Stored items:
##############################
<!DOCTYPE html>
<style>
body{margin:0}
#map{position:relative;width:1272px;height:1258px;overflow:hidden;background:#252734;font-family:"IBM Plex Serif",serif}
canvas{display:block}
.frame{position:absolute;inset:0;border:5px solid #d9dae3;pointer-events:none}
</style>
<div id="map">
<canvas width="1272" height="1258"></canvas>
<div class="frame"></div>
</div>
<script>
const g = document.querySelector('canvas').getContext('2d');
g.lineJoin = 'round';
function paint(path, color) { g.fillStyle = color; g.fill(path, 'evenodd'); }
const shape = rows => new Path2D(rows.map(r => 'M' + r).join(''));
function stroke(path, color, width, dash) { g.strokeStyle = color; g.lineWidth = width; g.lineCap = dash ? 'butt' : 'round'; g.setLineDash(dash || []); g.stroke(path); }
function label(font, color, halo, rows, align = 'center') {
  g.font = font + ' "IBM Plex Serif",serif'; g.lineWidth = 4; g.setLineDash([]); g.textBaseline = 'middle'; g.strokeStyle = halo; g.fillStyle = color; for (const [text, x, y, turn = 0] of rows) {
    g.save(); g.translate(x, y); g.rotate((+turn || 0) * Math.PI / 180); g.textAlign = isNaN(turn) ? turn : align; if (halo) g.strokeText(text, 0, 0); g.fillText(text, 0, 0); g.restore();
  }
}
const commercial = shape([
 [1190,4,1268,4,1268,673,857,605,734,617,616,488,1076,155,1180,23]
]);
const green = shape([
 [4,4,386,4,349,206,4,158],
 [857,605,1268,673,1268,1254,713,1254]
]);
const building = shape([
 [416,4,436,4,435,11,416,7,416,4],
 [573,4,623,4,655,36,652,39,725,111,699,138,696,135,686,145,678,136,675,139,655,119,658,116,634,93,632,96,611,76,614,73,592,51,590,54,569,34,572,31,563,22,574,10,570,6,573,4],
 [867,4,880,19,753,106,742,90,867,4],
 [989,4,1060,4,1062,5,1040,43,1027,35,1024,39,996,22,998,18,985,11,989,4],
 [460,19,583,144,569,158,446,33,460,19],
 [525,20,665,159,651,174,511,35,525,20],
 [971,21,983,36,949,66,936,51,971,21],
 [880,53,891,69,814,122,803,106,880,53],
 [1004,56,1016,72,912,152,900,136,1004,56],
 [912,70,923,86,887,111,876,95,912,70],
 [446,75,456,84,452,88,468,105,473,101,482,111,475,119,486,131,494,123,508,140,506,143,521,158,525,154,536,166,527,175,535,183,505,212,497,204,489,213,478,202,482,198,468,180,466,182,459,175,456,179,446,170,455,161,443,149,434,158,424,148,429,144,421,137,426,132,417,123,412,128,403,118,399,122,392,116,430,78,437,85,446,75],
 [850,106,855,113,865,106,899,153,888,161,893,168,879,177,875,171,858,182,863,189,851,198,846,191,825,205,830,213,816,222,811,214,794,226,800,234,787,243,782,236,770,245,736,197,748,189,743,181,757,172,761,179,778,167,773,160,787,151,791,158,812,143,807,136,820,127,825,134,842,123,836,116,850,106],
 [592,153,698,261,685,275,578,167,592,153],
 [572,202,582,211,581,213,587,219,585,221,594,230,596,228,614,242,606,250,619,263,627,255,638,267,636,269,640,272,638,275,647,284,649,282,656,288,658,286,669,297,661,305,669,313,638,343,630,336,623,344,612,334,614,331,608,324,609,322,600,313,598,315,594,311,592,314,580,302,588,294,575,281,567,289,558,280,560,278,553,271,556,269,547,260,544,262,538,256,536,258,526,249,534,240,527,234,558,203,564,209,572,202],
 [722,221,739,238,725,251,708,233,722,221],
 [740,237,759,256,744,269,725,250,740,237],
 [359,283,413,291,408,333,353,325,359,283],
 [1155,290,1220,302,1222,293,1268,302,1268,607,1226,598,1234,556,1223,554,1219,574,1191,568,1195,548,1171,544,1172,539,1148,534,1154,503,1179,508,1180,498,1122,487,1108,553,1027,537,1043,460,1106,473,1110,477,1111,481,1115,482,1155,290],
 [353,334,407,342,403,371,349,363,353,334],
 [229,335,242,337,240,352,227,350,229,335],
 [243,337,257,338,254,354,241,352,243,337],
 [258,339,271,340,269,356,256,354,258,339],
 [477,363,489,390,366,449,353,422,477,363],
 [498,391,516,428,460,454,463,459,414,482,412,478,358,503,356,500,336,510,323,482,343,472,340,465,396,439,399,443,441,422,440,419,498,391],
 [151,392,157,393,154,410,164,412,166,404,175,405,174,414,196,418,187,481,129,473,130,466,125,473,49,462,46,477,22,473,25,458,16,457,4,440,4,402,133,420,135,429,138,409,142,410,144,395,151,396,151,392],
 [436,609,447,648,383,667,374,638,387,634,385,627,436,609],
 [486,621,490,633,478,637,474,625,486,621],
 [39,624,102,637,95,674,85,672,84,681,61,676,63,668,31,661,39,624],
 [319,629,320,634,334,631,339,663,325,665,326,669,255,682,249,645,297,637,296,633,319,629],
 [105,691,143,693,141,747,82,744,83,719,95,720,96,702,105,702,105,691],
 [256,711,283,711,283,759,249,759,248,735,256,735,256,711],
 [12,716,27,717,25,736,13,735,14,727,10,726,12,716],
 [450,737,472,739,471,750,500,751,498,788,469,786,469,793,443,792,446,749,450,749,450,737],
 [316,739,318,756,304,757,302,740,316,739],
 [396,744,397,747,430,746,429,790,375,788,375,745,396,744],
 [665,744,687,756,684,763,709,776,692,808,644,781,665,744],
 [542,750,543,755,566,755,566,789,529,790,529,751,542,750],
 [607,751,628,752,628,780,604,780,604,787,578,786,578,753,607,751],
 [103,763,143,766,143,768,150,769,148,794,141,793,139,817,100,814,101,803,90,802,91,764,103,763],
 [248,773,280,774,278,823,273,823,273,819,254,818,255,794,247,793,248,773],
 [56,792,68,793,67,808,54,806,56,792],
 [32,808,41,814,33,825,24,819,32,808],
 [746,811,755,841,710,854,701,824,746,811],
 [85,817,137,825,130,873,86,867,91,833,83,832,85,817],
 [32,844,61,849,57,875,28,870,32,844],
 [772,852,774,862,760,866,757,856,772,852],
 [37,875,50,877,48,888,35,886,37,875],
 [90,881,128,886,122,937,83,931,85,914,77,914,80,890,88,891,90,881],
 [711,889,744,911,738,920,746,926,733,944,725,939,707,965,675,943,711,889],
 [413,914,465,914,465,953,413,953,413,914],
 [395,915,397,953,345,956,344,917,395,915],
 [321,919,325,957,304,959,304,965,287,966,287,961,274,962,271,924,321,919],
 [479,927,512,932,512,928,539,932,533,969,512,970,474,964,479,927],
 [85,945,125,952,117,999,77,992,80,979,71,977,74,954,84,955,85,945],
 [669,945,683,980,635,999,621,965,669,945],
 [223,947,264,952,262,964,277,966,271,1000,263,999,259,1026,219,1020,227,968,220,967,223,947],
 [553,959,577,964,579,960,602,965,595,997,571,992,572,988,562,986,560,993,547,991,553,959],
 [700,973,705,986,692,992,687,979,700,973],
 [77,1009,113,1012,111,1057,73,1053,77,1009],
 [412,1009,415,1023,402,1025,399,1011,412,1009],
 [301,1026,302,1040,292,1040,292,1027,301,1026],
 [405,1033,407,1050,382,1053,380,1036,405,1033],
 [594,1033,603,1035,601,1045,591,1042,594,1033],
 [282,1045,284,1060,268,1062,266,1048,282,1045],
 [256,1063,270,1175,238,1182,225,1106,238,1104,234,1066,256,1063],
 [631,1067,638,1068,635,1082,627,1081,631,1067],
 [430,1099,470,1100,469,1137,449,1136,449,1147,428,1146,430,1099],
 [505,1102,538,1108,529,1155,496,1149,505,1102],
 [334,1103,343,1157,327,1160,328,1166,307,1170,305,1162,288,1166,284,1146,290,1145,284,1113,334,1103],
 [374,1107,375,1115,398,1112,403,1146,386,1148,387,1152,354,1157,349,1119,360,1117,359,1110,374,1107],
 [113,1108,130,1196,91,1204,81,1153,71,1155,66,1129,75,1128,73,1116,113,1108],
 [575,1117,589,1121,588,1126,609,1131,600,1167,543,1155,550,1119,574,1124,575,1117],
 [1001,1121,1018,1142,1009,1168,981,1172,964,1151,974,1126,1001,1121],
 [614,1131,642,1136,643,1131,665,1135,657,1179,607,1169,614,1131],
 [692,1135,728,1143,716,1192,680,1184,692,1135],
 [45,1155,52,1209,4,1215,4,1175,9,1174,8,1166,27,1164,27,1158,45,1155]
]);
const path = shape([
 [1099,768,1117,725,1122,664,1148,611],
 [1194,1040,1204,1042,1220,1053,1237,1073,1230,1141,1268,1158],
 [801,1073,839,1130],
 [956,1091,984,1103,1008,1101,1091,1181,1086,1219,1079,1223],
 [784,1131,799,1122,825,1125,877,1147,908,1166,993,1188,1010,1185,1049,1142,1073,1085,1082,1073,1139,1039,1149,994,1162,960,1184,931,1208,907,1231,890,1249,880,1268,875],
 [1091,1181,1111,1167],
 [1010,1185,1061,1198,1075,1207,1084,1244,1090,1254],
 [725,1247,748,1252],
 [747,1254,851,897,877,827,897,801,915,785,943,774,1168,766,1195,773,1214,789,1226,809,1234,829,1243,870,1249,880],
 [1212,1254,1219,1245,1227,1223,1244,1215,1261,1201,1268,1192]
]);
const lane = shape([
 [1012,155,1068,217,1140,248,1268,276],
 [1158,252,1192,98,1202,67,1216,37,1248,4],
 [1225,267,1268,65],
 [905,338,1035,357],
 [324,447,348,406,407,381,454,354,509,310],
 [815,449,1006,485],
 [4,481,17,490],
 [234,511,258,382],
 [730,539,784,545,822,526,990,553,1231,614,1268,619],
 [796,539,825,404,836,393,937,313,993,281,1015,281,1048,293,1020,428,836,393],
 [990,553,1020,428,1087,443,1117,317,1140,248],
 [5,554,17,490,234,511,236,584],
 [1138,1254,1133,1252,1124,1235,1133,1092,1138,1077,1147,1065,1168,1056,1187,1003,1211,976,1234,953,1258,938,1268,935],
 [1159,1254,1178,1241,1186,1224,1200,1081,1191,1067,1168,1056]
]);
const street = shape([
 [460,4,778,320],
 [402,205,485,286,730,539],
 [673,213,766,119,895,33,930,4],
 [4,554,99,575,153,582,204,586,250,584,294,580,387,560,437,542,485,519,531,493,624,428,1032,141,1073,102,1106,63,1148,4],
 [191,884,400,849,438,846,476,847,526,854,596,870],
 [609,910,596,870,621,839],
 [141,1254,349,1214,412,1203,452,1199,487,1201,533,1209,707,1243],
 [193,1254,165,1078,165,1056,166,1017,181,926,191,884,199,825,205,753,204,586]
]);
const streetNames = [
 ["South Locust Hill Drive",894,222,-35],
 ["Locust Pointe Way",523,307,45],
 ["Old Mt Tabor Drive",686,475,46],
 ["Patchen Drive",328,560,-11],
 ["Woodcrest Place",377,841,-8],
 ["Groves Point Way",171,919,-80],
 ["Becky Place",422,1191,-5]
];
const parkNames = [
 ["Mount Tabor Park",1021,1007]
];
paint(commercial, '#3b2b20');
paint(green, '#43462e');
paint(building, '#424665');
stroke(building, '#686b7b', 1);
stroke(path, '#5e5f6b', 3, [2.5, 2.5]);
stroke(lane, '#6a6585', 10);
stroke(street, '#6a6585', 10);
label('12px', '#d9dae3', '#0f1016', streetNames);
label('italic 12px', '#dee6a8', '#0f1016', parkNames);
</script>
##############################
WHAT YOU SHOULD DO: All lines holding the word "fillStyle" must be copied from the data.

TASK RESULT:
function paint(path, color) { g.fillStyle = color; g.fill(path, 'evenodd'); }
  g.font = font + ' "IBM Plex Serif",serif'; g.lineWidth = 4; g.setLineDash([]); g.textBaseline = 'middle'; g.strokeStyle = halo; g.fillStyle = color; for (const [text, x, y, turn = 0] of rows) {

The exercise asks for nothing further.